The main difference separating us from chimps is a fusion, a naturally arising event that occurs on chromosome 2. Other differences between human and chimp chromosomes are more subtle landmark events than whole chromosome fusions. The chimp equivalent of human chromosome 17 has undergone a rearrangement in which two breaks were made in the chromosome, the intervening segment flipped through 180 degrees, and the breaks rejoined. We know that the inversion occurred during chimp evolution, because the sequence is a genetic parasite (an ‘Alu’ insert, an ERV) occurring at one of the break points. It is undisturbed in the human chromosome 17, but has been broken in the equivalent chimp chromosome, in which the two halves are separated by millions of bases. Endogenous retroviruses have contributed the structural components of some genes to their animal hosts. A member of the HERV-W family (human endogenous retrovirus) resides in the DNA of all apes and must have entered primate DNA in an ancestor of the apes. A representative of the HERV-FRD family is present in all simians (including humans), demonstrating that it entered the primate germ-line in an ancestor of the simians. These ERV’s have retained their function in every species, and may have been co-opted to serve a role in reproduction.
Studies have shown that ERV’s are excellent markers of evolutionary relationships. The probability of finding two ERV’s independently integrated into the same DNA site in any two different species is exceedingly low. If multiple species posses the same ERV insert, they must have received it by inheritance from the same ancestor. If you’ve followed me so far (and I know that this is a lot to work to get through but it’s worth it), then you will be surprised to know that not only are there indeed two independent ERV insertions, but the genome project found 60 such events in total that we share with other primates, and thousands all together. This pattern proves, far better than any fossils could ever have, that we do indeed share common ancestry with each of the apes, and even demonstrates the order of relatedness I mentioned before.

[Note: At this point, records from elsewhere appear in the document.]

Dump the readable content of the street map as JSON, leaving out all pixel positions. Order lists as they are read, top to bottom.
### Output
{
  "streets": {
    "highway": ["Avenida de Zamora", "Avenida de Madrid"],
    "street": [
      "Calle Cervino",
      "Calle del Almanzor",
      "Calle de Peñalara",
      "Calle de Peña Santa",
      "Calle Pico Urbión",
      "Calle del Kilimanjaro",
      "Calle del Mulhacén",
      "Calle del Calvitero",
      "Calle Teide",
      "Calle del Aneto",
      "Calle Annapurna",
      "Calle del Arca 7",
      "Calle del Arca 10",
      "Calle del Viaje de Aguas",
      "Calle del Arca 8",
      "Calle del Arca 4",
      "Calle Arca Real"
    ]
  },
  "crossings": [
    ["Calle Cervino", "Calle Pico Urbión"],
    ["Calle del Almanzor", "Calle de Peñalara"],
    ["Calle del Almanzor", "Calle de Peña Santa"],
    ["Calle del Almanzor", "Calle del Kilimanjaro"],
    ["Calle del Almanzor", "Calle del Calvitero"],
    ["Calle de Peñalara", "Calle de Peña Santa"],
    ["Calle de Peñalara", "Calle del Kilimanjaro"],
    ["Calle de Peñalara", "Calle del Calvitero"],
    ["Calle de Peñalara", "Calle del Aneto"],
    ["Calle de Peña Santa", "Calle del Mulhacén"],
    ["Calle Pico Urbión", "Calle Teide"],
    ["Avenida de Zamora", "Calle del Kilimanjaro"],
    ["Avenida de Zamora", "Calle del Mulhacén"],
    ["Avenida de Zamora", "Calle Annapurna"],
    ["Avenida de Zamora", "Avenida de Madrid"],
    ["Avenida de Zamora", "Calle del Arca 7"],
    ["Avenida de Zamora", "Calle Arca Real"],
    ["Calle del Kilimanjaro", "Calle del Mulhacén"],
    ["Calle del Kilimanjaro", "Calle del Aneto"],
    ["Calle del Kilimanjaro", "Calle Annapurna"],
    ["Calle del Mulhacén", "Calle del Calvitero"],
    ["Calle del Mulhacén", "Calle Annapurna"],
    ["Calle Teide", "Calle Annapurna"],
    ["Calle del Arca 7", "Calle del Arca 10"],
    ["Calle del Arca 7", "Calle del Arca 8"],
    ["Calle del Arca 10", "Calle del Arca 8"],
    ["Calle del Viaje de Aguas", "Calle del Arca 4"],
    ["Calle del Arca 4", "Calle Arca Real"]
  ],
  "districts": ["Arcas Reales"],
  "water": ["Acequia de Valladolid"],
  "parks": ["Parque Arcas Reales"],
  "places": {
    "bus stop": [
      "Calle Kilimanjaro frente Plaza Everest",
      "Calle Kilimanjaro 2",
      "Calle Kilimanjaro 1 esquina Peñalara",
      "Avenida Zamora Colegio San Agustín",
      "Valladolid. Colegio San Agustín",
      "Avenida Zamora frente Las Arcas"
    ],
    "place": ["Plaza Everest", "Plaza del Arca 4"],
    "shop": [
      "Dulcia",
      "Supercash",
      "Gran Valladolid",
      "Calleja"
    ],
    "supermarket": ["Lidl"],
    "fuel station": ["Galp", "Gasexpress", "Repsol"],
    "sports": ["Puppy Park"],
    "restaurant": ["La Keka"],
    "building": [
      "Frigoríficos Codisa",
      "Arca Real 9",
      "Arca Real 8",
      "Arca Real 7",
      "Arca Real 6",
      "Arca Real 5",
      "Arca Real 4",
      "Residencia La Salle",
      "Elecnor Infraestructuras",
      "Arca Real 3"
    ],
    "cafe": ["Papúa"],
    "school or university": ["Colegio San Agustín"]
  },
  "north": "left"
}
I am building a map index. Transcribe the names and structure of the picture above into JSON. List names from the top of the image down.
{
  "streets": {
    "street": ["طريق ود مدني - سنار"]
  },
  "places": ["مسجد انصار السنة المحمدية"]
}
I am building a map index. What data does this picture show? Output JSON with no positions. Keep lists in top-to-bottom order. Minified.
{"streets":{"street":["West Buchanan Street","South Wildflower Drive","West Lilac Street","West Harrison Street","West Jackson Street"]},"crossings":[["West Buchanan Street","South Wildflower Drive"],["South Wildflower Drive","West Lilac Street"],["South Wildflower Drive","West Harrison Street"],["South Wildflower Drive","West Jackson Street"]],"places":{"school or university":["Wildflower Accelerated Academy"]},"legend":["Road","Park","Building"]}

Finally, there are plenty of instances in which two parents of the same skin color produced a baby with different tones. Suffice to say that the genetic information for varying tones of melanin in the skin is already present in every human’s genetic code. The dominant alleles and mutations that occur at the embryonic stage decide characteristics ranging from the skin tone to the susceptibility to certain viruses and diseases and everything in between. Funnily enough your next prediction is absolutely spot-on. The simplest organisms on this earth, the Eukaryote single celled Amoebae, carry in their genome 290 billion base pairs, while in contrast the human genome consists of only 3.2 billion. A genome is the organism’s entire hereditary information. Just out of interest, the largest genome for vertebrates belongs to the marbled lungfish with 130 billion base pairs. Since our ancestral line diverged from our fish cousins some 530 million years ago this is poignant. The simplest organism most commonly known is the Amoeba. It contains in its DNA the possible information for such a huge diversity of life that it is entirely likely that a similar organism is the ancestor of every species alive or dead.